## PROMPT
The response should be the records below, repeated exactly, with each picture left out.

## DATA FOR THIS TASK
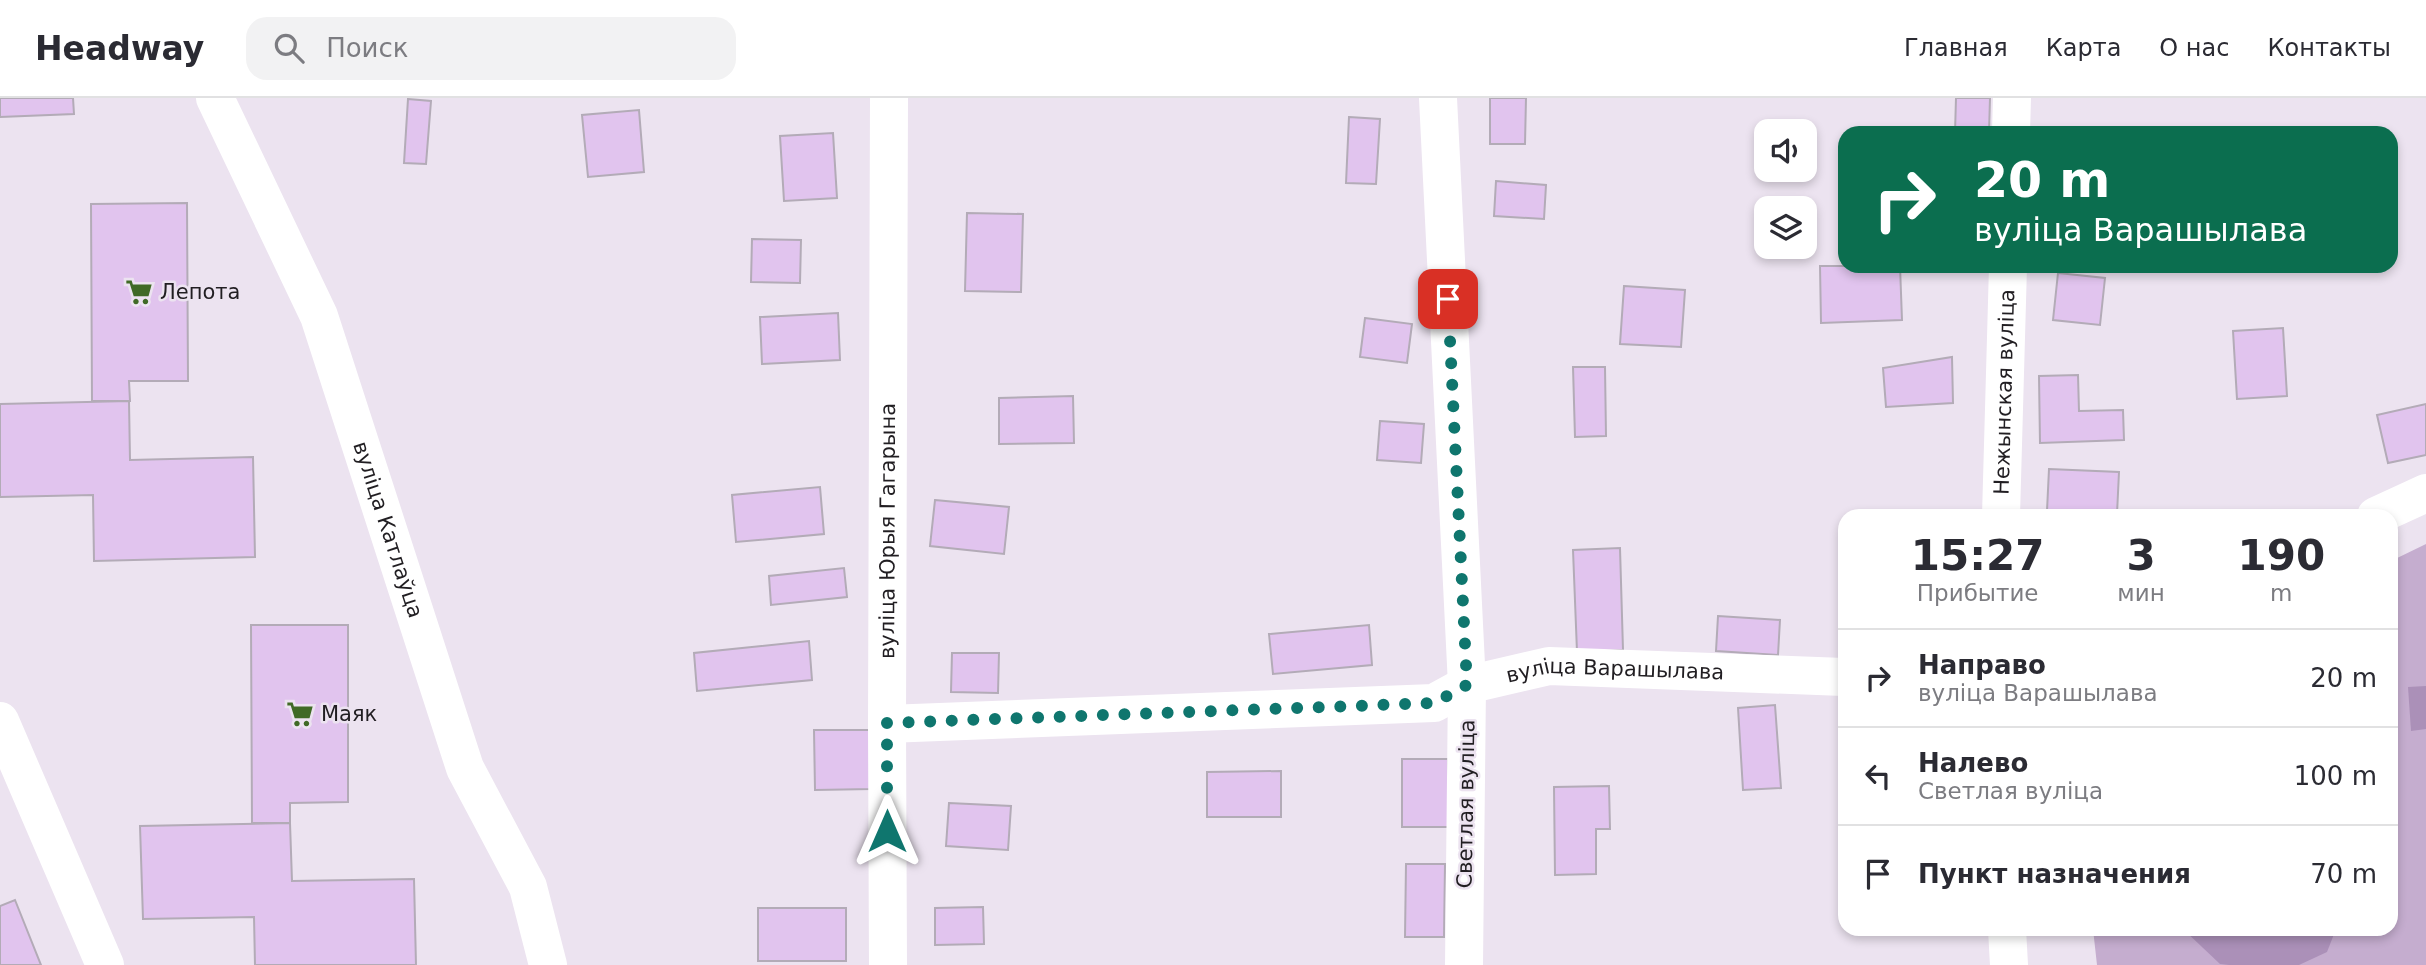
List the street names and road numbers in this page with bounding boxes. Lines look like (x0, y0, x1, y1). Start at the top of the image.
street label: Нежынская вуліца (1990, 289, 2019, 495)
street label: вуліца Юрыя Гагарына (875, 403, 900, 659)
street label: вуліца Катлаўца (348, 438, 428, 621)
street label: вуліца Варашылава (1504, 654, 1725, 688)
street label: Светлая вуліца (1453, 719, 1479, 889)

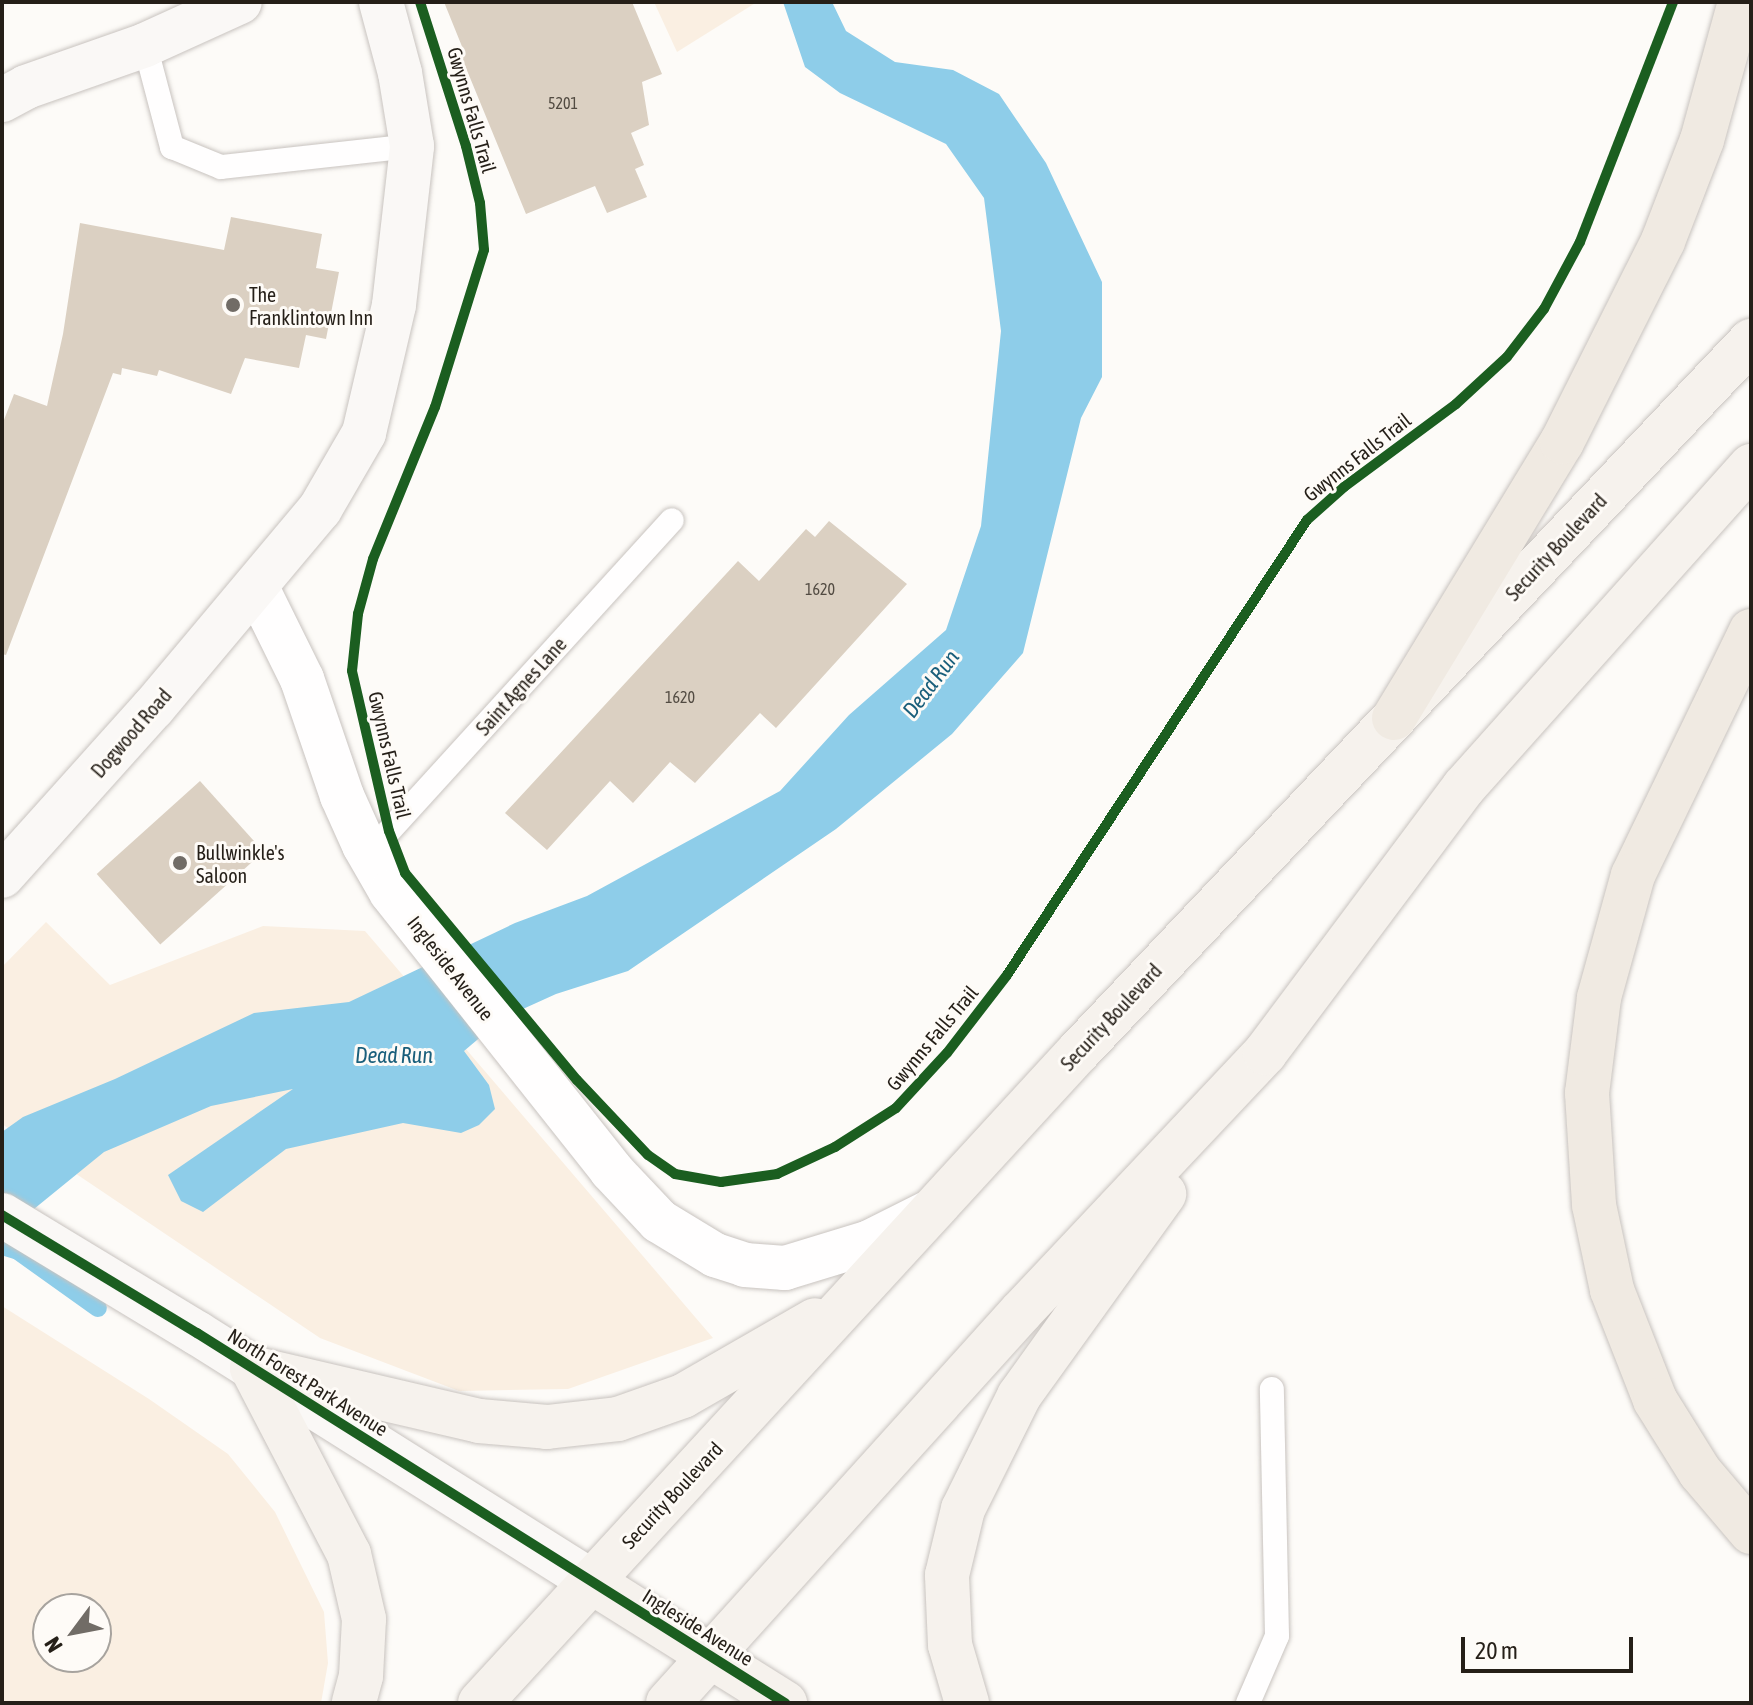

## OUTPUT BELOW
List the street names and road numbers in this page with bounding boxes. Lines look like (x0, y0, x1, y1). Start at the top of the image.
street label: Нежынская вуліца (1990, 289, 2019, 495)
street label: вуліца Юрыя Гагарына (875, 403, 900, 659)
street label: вуліца Катлаўца (348, 438, 428, 621)
street label: вуліца Варашылава (1504, 654, 1725, 688)
street label: Светлая вуліца (1453, 719, 1479, 889)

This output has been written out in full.